ShibAndEdugain
Tartalomjegyzék
Loading metadata
Metadata downloaded from https://mds.edugain.org
- Strange things
- Metadata is not signed by a third party
- Line breaks and indentation is quite by chance, however running through
xml_ppof course invalidates the signature of the individual<EntityDescriptor>s - Metadata cannot be validated to the schema (see later)

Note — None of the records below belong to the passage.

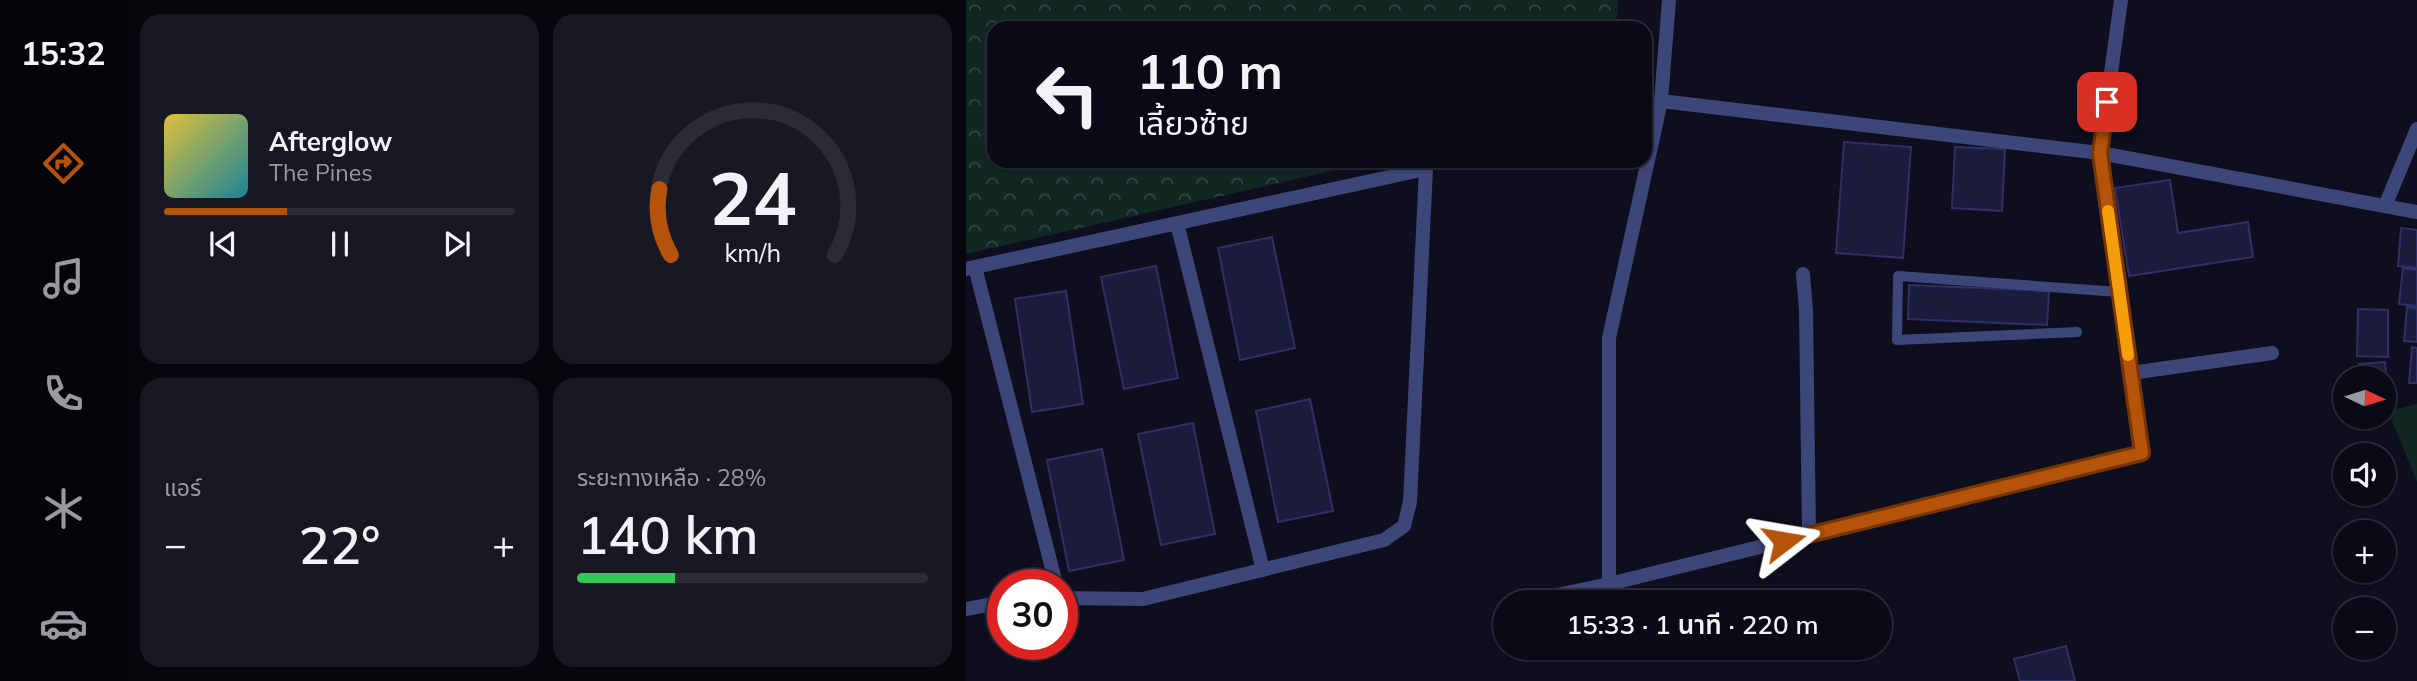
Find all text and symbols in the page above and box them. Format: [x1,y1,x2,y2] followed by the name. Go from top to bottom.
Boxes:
[21,33,105,73] text: 15:32
[1137,40,1283,101] text: 110 m
[1022,49,1113,140] icon: left
[2077,72,2137,132] pin
[2088,83,2126,121] icon: arrive
[1137,103,1249,143] text: เลี้ยวซ้าย
[269,125,392,158] text: Afterglow
[39,139,88,188] icon: directions
[709,152,796,243] text: 24
[269,158,373,187] text: The Pines
[204,225,242,263] icon: previous
[321,225,359,263] icon: pause
[438,225,476,263] icon: next
[724,237,781,268] text: km/h
[39,254,88,303] icon: music
[2333,366,2396,429] north arrow
[2333,366,2396,660] map controls
[39,369,88,418] icon: phone
[2333,443,2396,506] button: sound
[577,463,766,492] text: ระยะทางเหลือ · 28%
[164,473,201,502] text: แอร์
[39,484,88,533] icon: climate
[577,502,758,567] text: 140 km
[1747,504,1821,578] position arrow
[299,512,380,577] text: 22°
[164,520,187,568] text: −
[492,520,515,568] text: +
[2333,520,2396,583] button: +
[987,569,1078,660] speed limit sign: 30
[2333,597,2396,660] button: −
[39,599,88,648] icon: car
[1566,608,1819,641] text: 15:33 · 1 นาที · 220 m

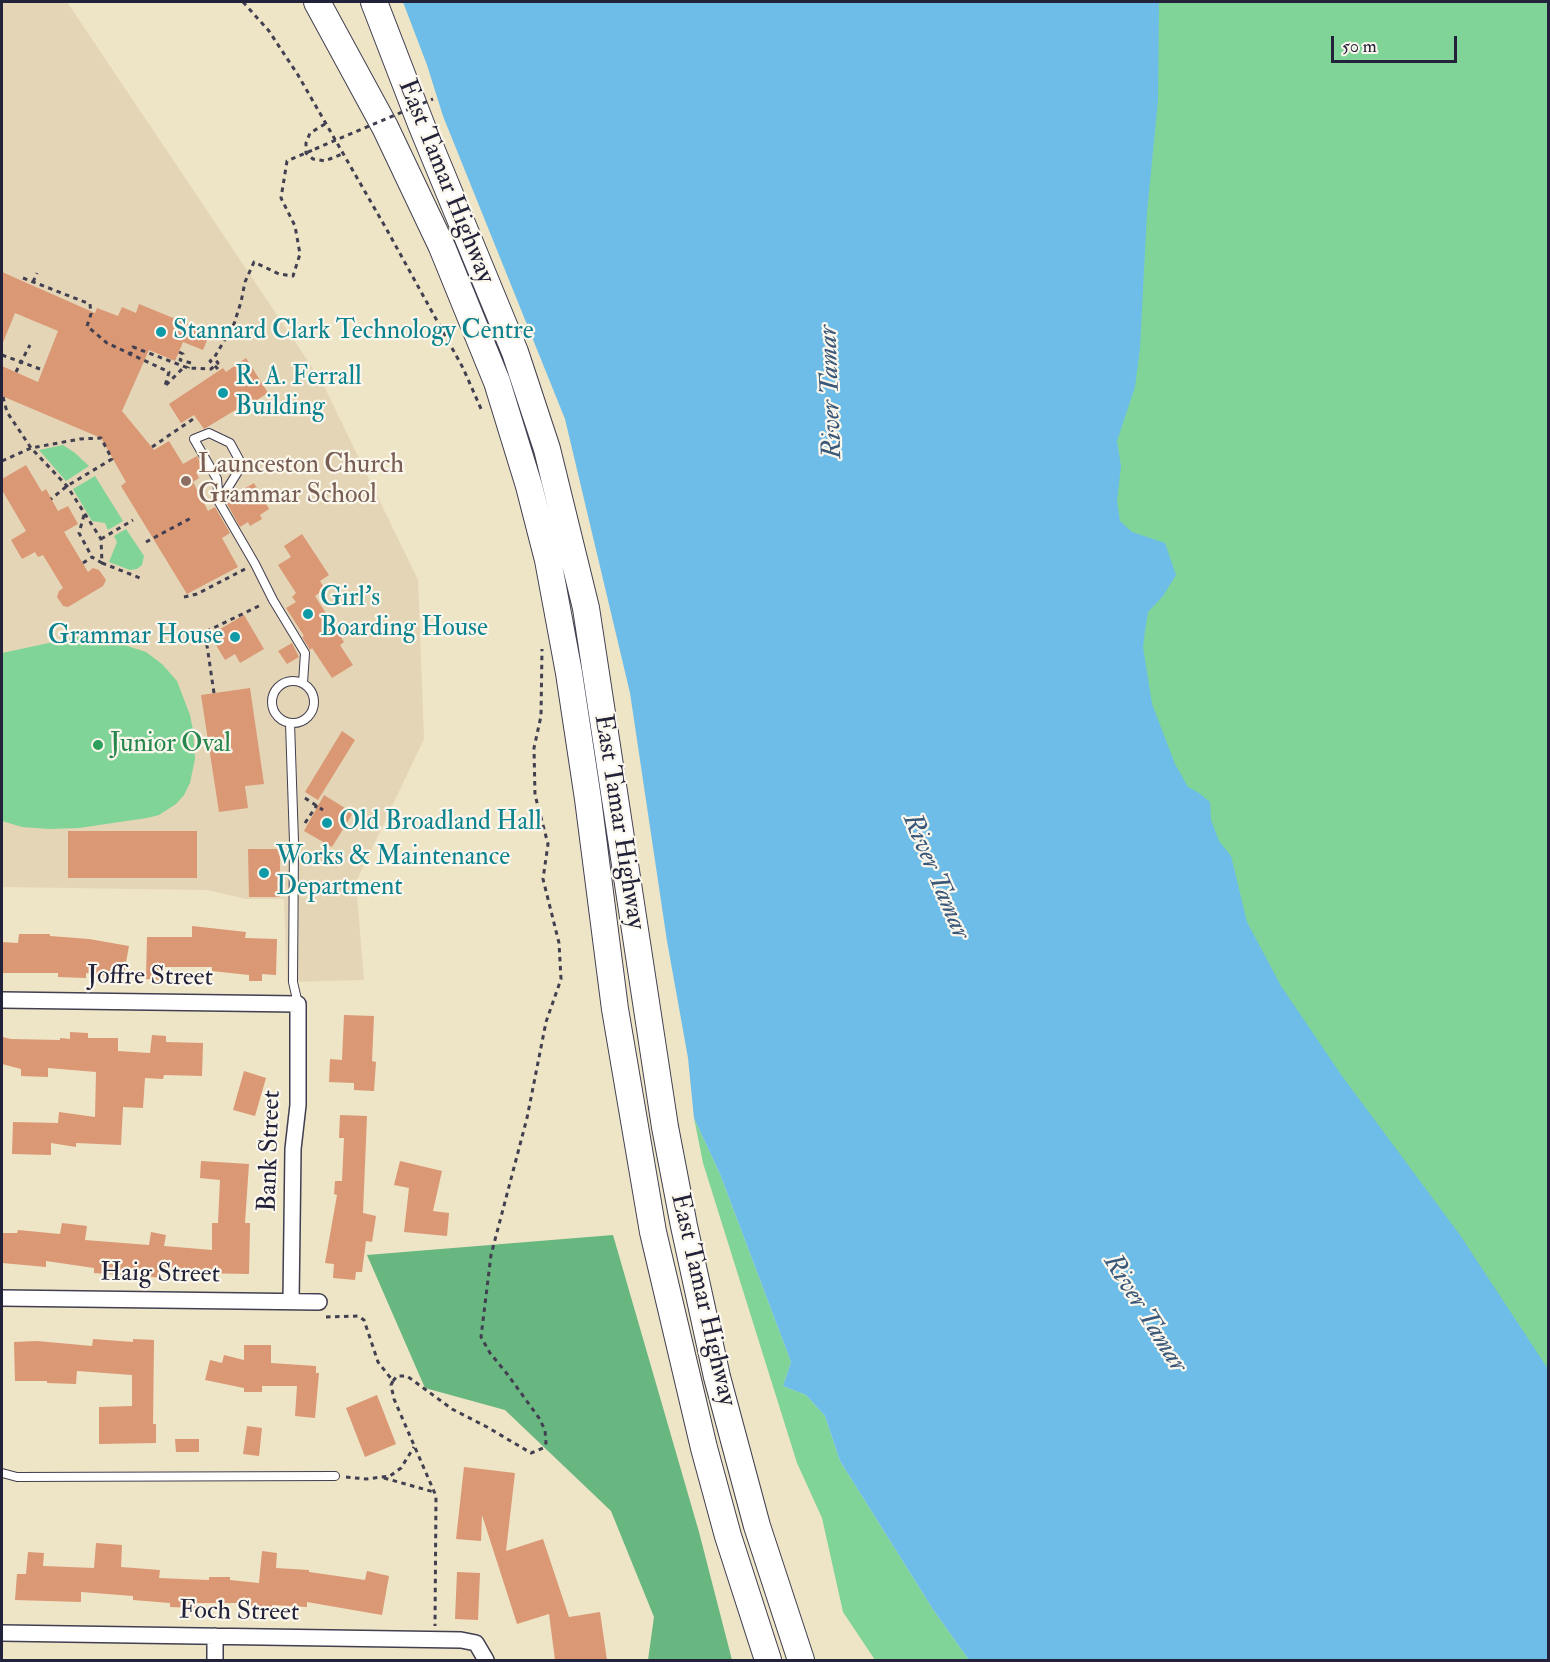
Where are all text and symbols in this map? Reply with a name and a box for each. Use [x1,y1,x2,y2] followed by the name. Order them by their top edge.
[1334,24,1460,62] scale bar
[1342,35,1377,58] text: 50 m
[390,75,500,289] street label: East Tamar Highway
[173,316,534,348] place label: Stannard Clark Technology Centre
[154,325,168,339] marker: Stannard Clark Technology Centre
[813,325,851,459] water label: River Tamar
[235,362,362,424] place label: R. A. Ferrall Building
[216,386,230,400] marker: R. A. Ferrall Building
[198,450,404,512] place label: Launceston Church Grammar School
[179,474,193,488] marker: Launceston Church Grammar School
[320,583,488,644] place label: Girl's Boarding House
[301,607,315,621] marker: Girl's Boarding House
[48,621,223,653] place label: Grammar House
[228,630,242,644] marker: Grammar House
[586,712,650,932] street label: East Tamar Highway
[110,729,231,761] place label: Junior Oval
[91,738,105,752] marker: Junior Oval
[339,807,542,839] place label: Old Broadland Hall
[894,809,976,945] water label: River Tamar
[320,816,334,830] marker: Old Broadland Hall
[276,842,510,904] place label: Works & Maintenance Department
[257,866,271,880] marker: Works & Maintenance Department
[87,961,213,995] street label: Joffre Street
[253,1090,289,1212] street label: Bank Street
[662,1191,742,1409] street label: East Tamar Highway
[1095,1249,1193,1379] water label: River Tamar
[100,1258,220,1292] street label: Haig Street
[179,1596,299,1630] street label: Foch Street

Problems loading metadata to Shibboleth SP
For perl processing, MDS output is run through xml_pp, an XML pretty-printer.
No default namespace
There is no default namespace for the outer EntitiesDescriptor, the root element. No problem with that, but there is at least one EntityDescriptor, which is not correctly namespaced (and assumes that the default namespace is urn:oasis:names:tc:SAML:2.0:metadata)
Solution:
| perl -pe 's/(<(md:)?EntitiesDescriptor)/\1 xmlns="urn:oasis:names:tc:SAML:2.0:metadata"/;'
Invalid use of RoleDescriptor
SAML Metadata Schema declares that RoleDescriptor is an abstract element, whatever it means. Shibboleth (2.0) cannot load an entity with such an element.
Solution:
| perl -pe 's/.*RoleDescriptor.*//g;'
At the time of writing, it only affects Fresco-AAI. For some unknown reason, Fresco-AAI metadata is a one-liner (even after pretty printing), so it's possible to remove it such a way. If it wasn't the case, proper XSLT would be necessary.
Invalid extension of the schema
GIdP entity contains an egmd:OnlineCADescriptor element, which is not a standard extension of the SAML schema.
Solution:
| perl -pe 's/.*OnlineCA.*//g;'
At the time of writing, it only affects GIdP. For some unknown reason, GIdP metadata is a one-liner (even after pretty printing), so it's possible to remove it such a way. If it wasn't the case, proper XSLT would be necessary.